DATASET CONTENT =
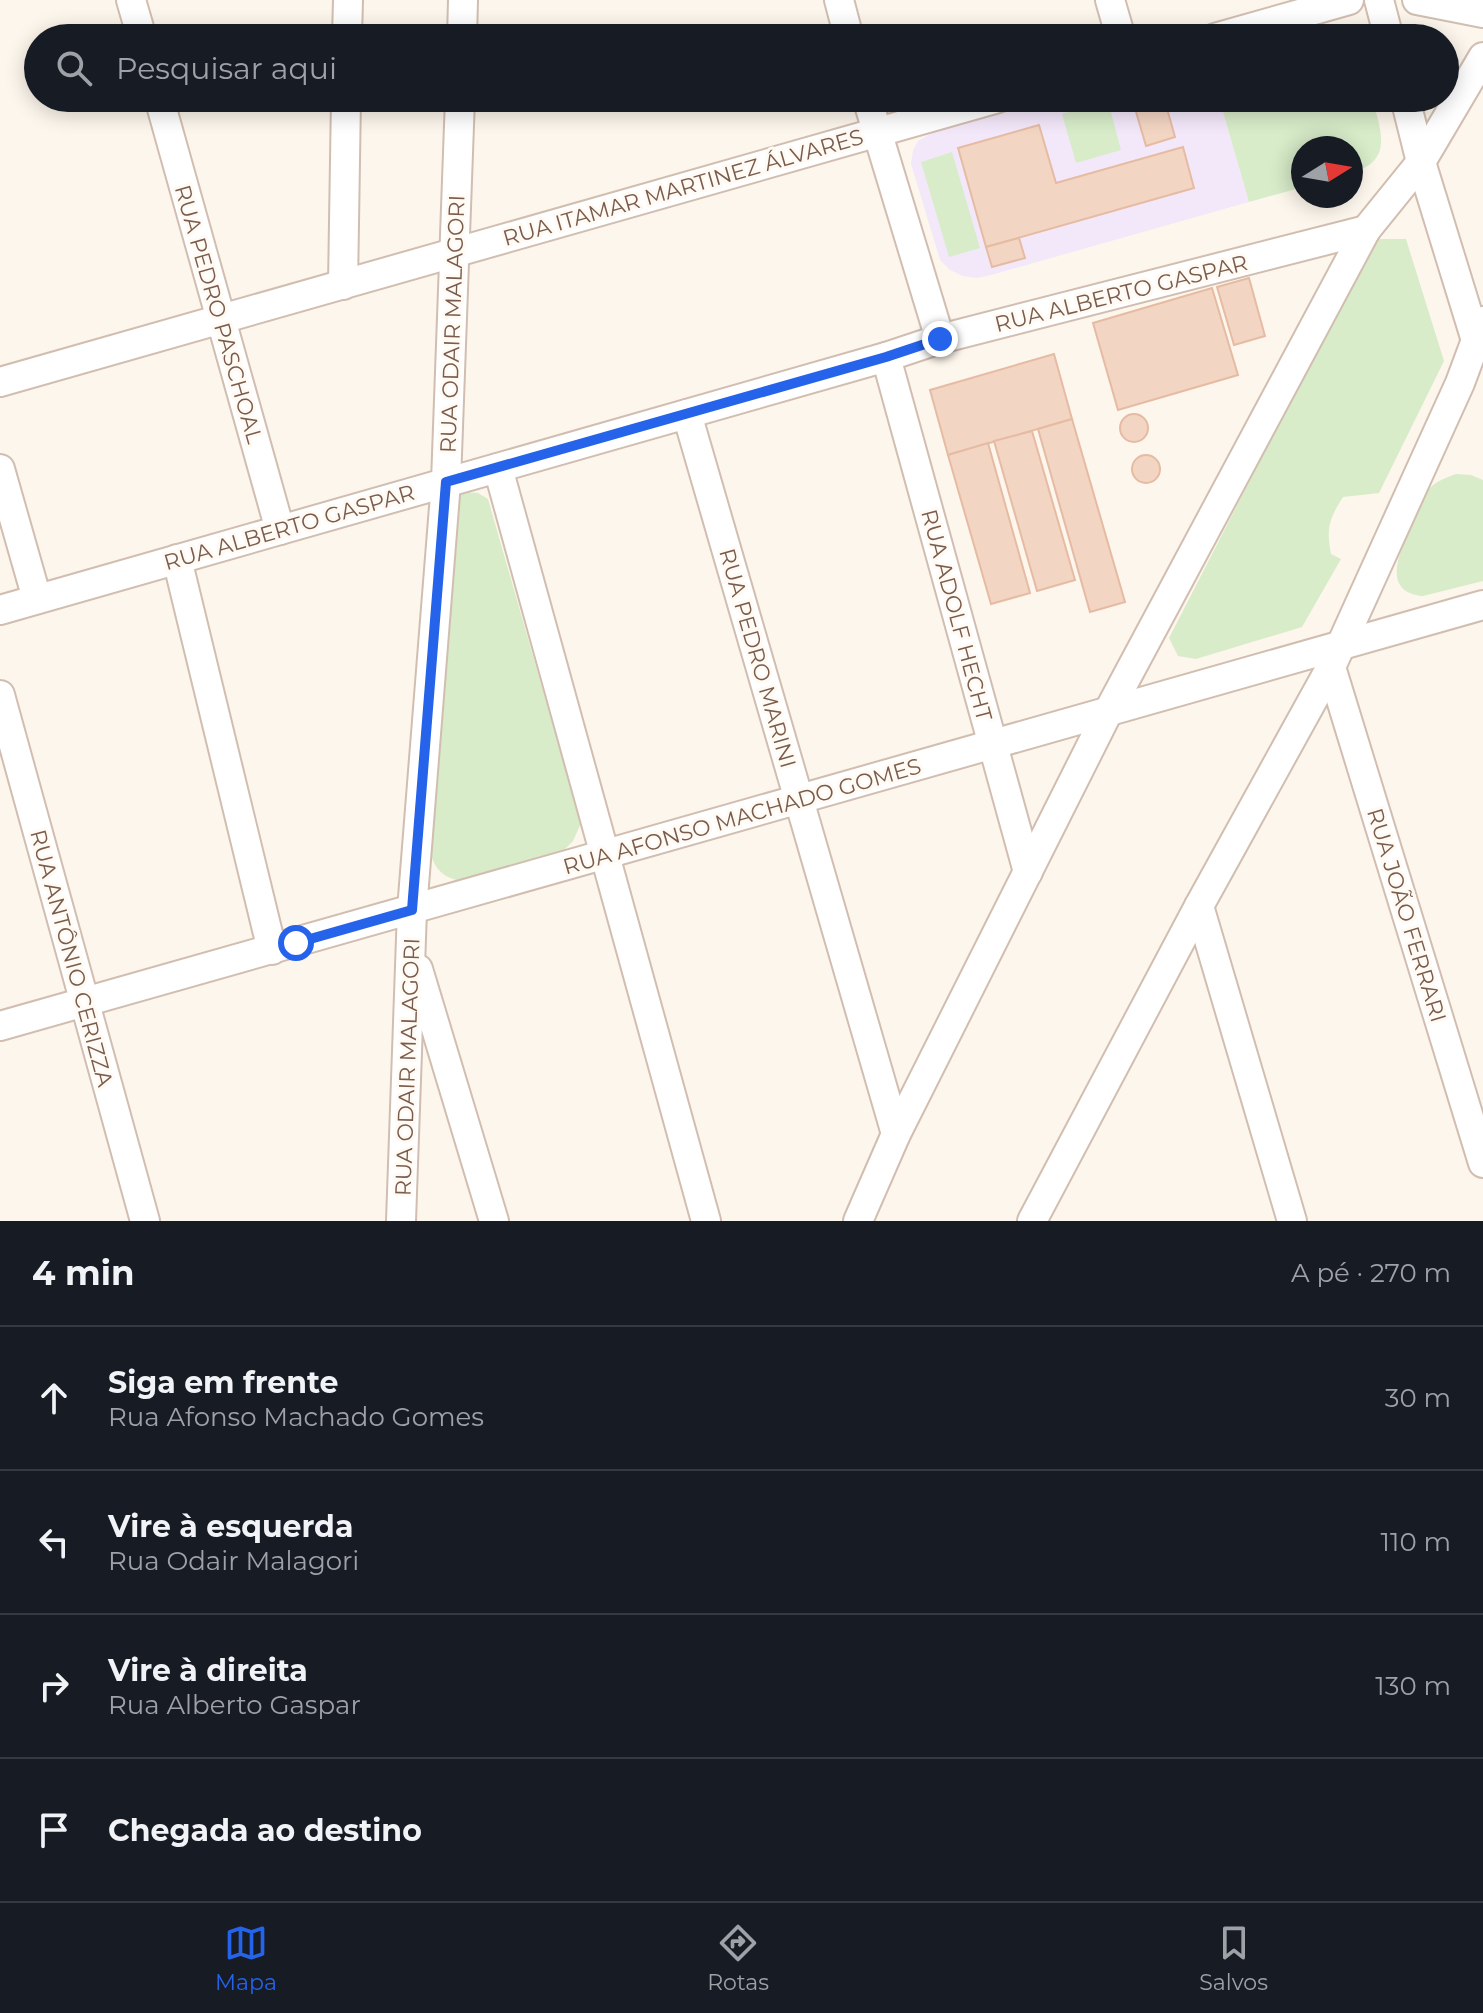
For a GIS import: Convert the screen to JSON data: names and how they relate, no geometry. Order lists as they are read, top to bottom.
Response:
{
  "streets": {
    "street": [
      "RUA ITAMAR MARTINEZ ÁLVARES",
      "RUA ALBERTO GASPAR",
      "RUA PEDRO PASCHOAL",
      "RUA ODAIR MALAGORI",
      "RUA ADOLF HECHT",
      "RUA PEDRO MARINI",
      "RUA AFONSO MACHADO GOMES",
      "RUA JOÃO FERRARI",
      "RUA ANTÔNIO CERIZZA"
    ]
  },
  "crossings": [
    ["RUA ITAMAR MARTINEZ ÁLVARES", "RUA PEDRO PASCHOAL"],
    ["RUA ITAMAR MARTINEZ ÁLVARES", "RUA ODAIR MALAGORI"],
    ["RUA ALBERTO GASPAR", "RUA PEDRO PASCHOAL"],
    ["RUA ALBERTO GASPAR", "RUA ODAIR MALAGORI"],
    ["RUA ALBERTO GASPAR", "RUA ADOLF HECHT"],
    ["RUA ALBERTO GASPAR", "RUA PEDRO MARINI"],
    ["RUA ODAIR MALAGORI", "RUA AFONSO MACHADO GOMES"],
    ["RUA ADOLF HECHT", "RUA AFONSO MACHADO GOMES"],
    ["RUA PEDRO MARINI", "RUA AFONSO MACHADO GOMES"],
    ["RUA AFONSO MACHADO GOMES", "RUA JOÃO FERRARI"],
    ["RUA AFONSO MACHADO GOMES", "RUA ANTÔNIO CERIZZA"]
  ],
  "north": "right",
  "page": {
    "search": "Pesquisar aqui",
    "heading": ["4 min", "A pé · 270 m"],
    "list": [
      ["Siga em frente", "Rua Afonso Machado Gomes", "30 m"],
      ["Vire à esquerda", "Rua Odair Malagori", "110 m"],
      ["Vire à direita", "Rua Alberto Gaspar", "130 m"],
      "Chegada ao destino"
    ],
    "nav": ["Mapa", "Rotas", "Salvos"]
  }
}
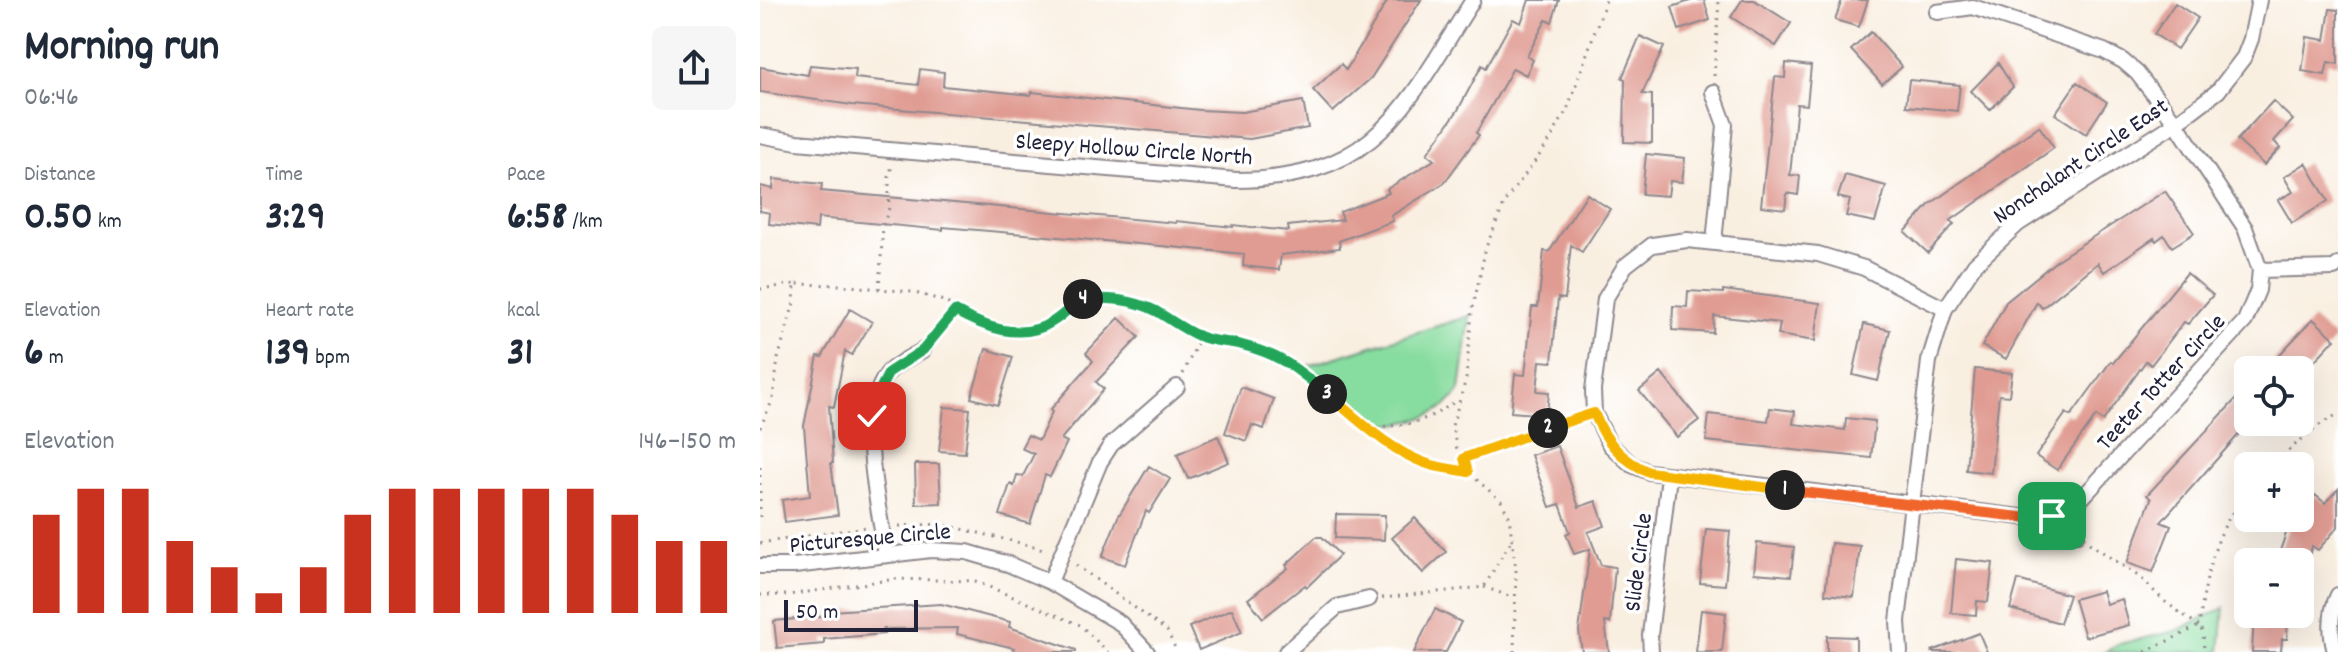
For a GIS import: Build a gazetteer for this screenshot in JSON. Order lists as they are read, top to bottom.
{
  "streets": {
    "street": [
      "Sleepy Hollow Circle North",
      "Nonchalant Circle East",
      "Teeter Totter Circle",
      "Picturesque Circle",
      "Slide Circle"
    ]
  },
  "crossings": [
    ["Nonchalant Circle East", "Teeter Totter Circle"],
    ["Teeter Totter Circle", "Slide Circle"]
  ],
  "scale_bar": "50 m",
  "page": {
    "heading": ["Morning run", "06:46"],
    "stats": [
      ["Distance", "0.50 km"],
      ["Time", "3:29"],
      ["Pace", "6:58 /km"],
      ["Elevation", "6 m"],
      ["Heart rate", "139 bpm"],
      ["kcal", "31"]
    ],
    "pins": [
      "4",
      "3",
      "2",
      "1"
    ],
    "map_buttons": ["+", "−"],
    "chart": ["Elevation", "146–150 m"],
    "scale": "50 m"
  }
}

EXERCISE DETAILS = Copy out each line of the data that includes the string "ADOLF".

RESULT OF THE TASK =
      "RUA ADOLF HECHT",
    ["RUA ALBERTO GASPAR", "RUA ADOLF HECHT"],
    ["RUA ADOLF HECHT", "RUA AFONSO MACHADO GOMES"],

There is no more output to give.